(Records contained in a dataset)

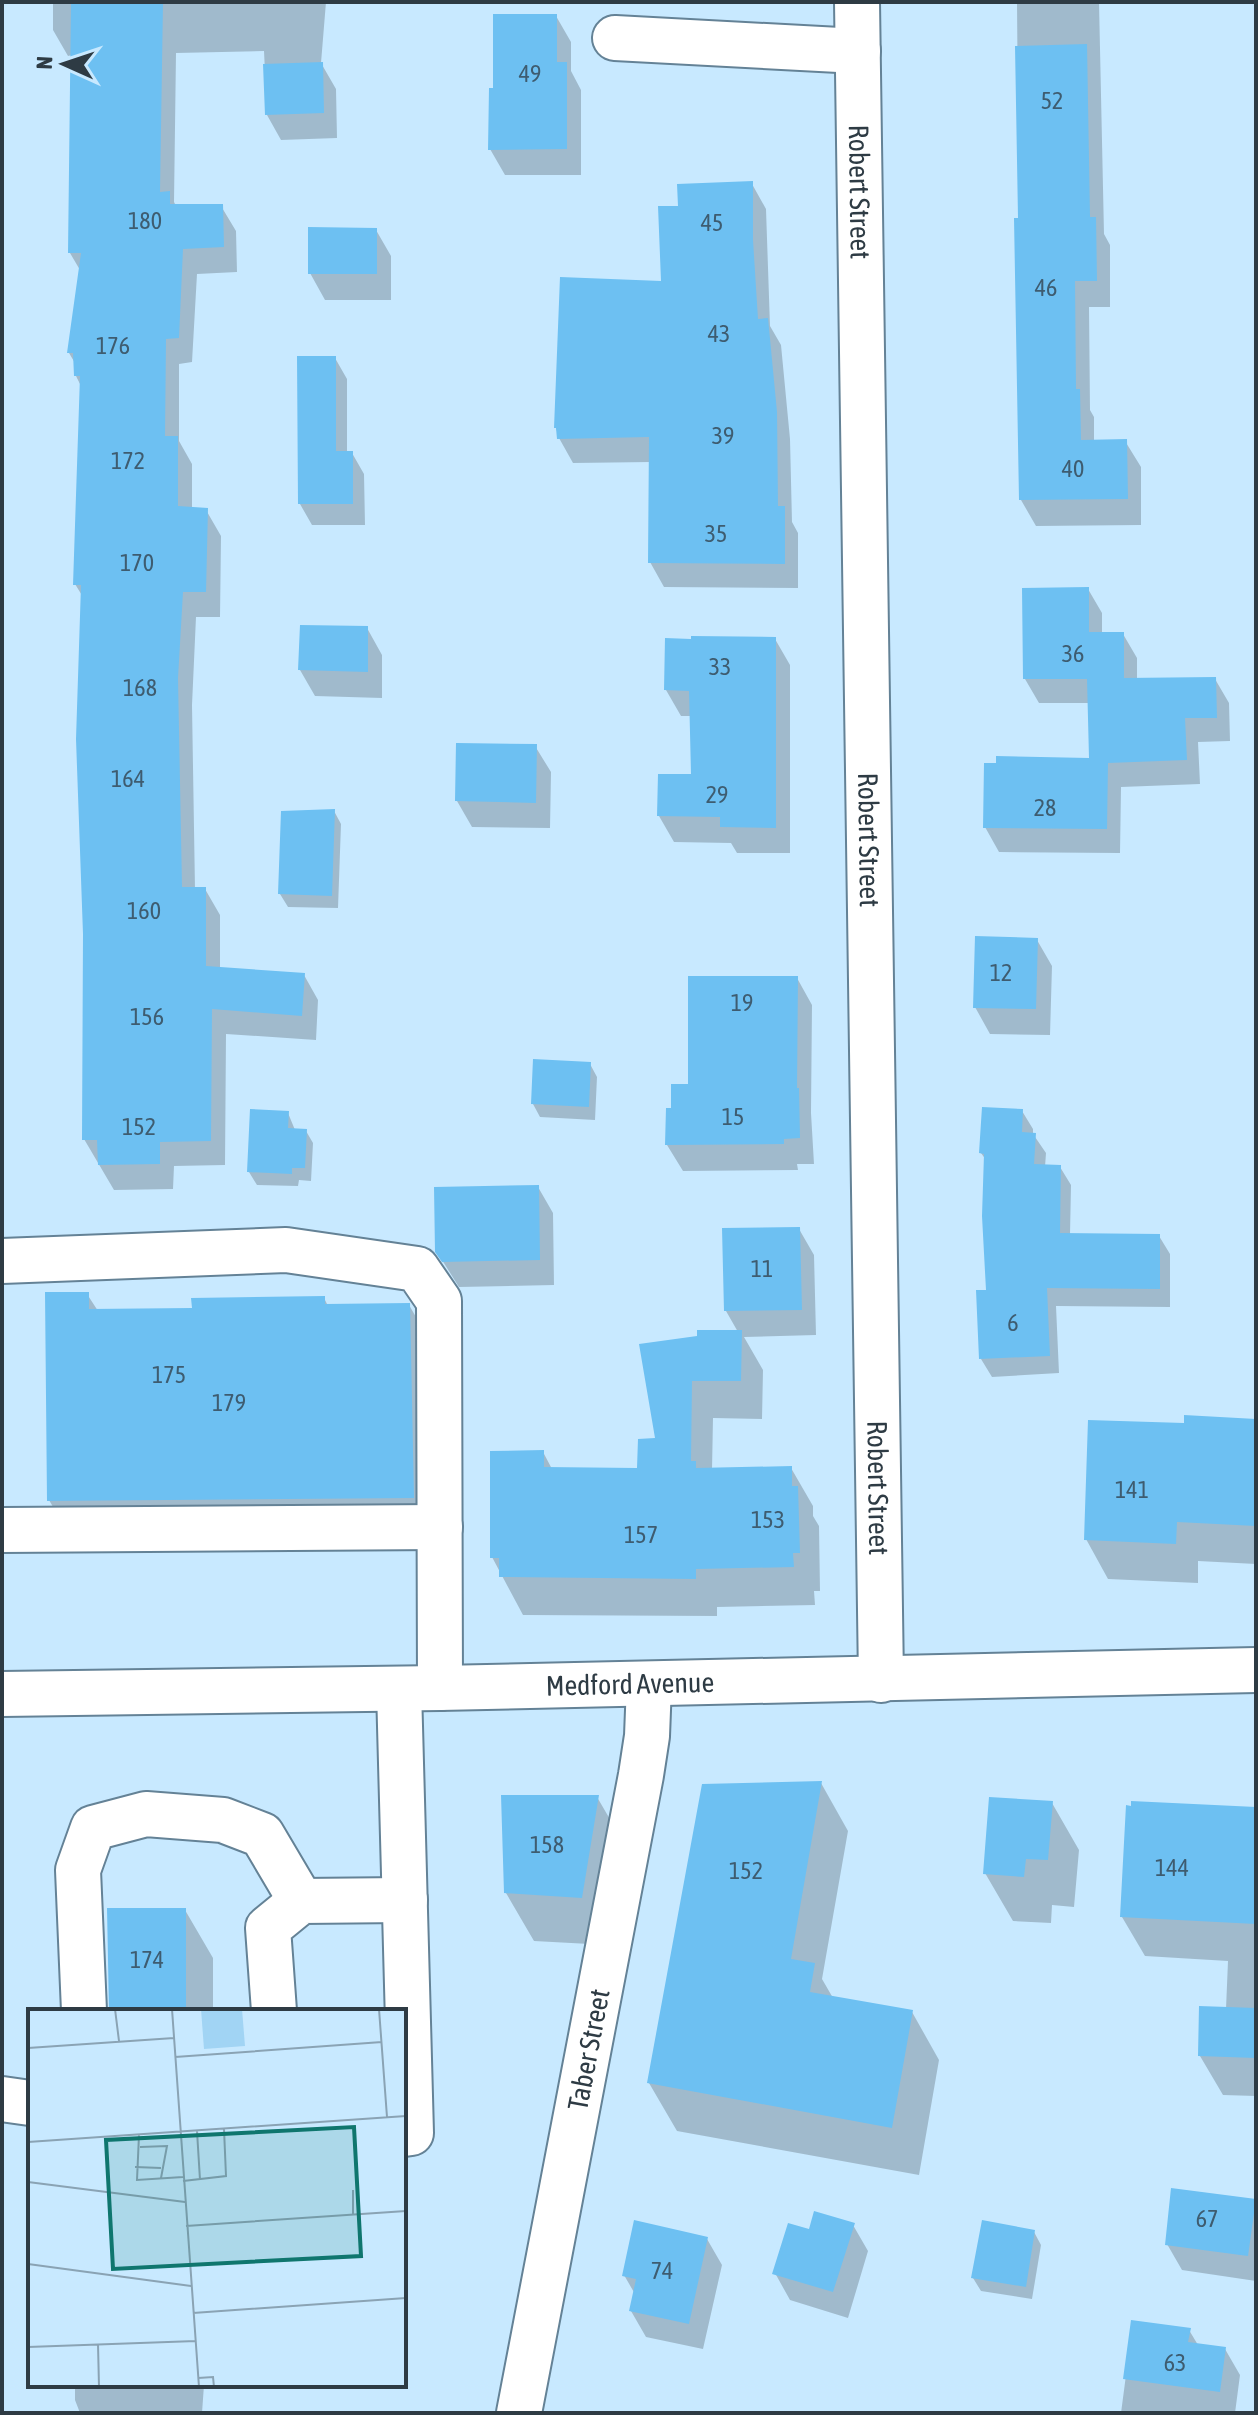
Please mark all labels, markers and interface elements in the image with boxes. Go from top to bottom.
north arrow [24,24,104,104]
text: N [31,56,57,70]
house number: 49 [519,60,541,87]
house number: 52 [1041,87,1063,114]
street label: Robert Street [843,124,877,259]
house number: 180 [128,207,162,234]
house number: 45 [701,209,723,236]
house number: 46 [1035,274,1057,301]
house number: 43 [708,320,730,347]
house number: 176 [96,332,130,359]
house number: 39 [712,422,734,449]
house number: 172 [111,447,145,474]
house number: 40 [1062,455,1084,482]
house number: 35 [705,520,727,547]
house number: 170 [120,549,154,576]
house number: 36 [1062,640,1084,667]
house number: 33 [709,653,731,680]
house number: 168 [123,674,157,701]
house number: 164 [111,765,145,792]
street label: Robert Street [852,772,886,907]
house number: 29 [706,781,728,808]
house number: 28 [1034,794,1056,821]
house number: 160 [127,897,161,924]
house number: 12 [990,959,1012,986]
house number: 19 [731,989,753,1016]
house number: 156 [130,1003,164,1030]
house number: 15 [722,1103,744,1130]
house number: 152 [122,1113,156,1140]
house number: 11 [751,1255,773,1282]
house number: 6 [1007,1309,1019,1336]
house number: 175 [152,1361,186,1388]
house number: 179 [212,1389,246,1416]
street label: Robert Street [861,1420,895,1555]
house number: 141 [1115,1476,1149,1503]
house number: 153 [751,1506,785,1533]
house number: 157 [624,1521,658,1548]
street label: Medford Avenue [545,1666,714,1702]
house number: 158 [530,1831,564,1858]
house number: 144 [1155,1854,1189,1881]
house number: 152 [729,1857,763,1884]
house number: 174 [130,1946,164,1973]
street label: Taber Street [561,1986,616,2113]
inset map [28,2009,406,2387]
house number: 67 [1196,2205,1218,2232]
house number: 74 [651,2257,673,2284]
house number: 63 [1164,2349,1186,2376]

WORK TO COMPLETE ->
Scan the entries above. Copy each line that has the string "Robert".

TASK RESPONSE ->
street label: Robert Street [843,124,877,259]
street label: Robert Street [852,772,886,907]
street label: Robert Street [861,1420,895,1555]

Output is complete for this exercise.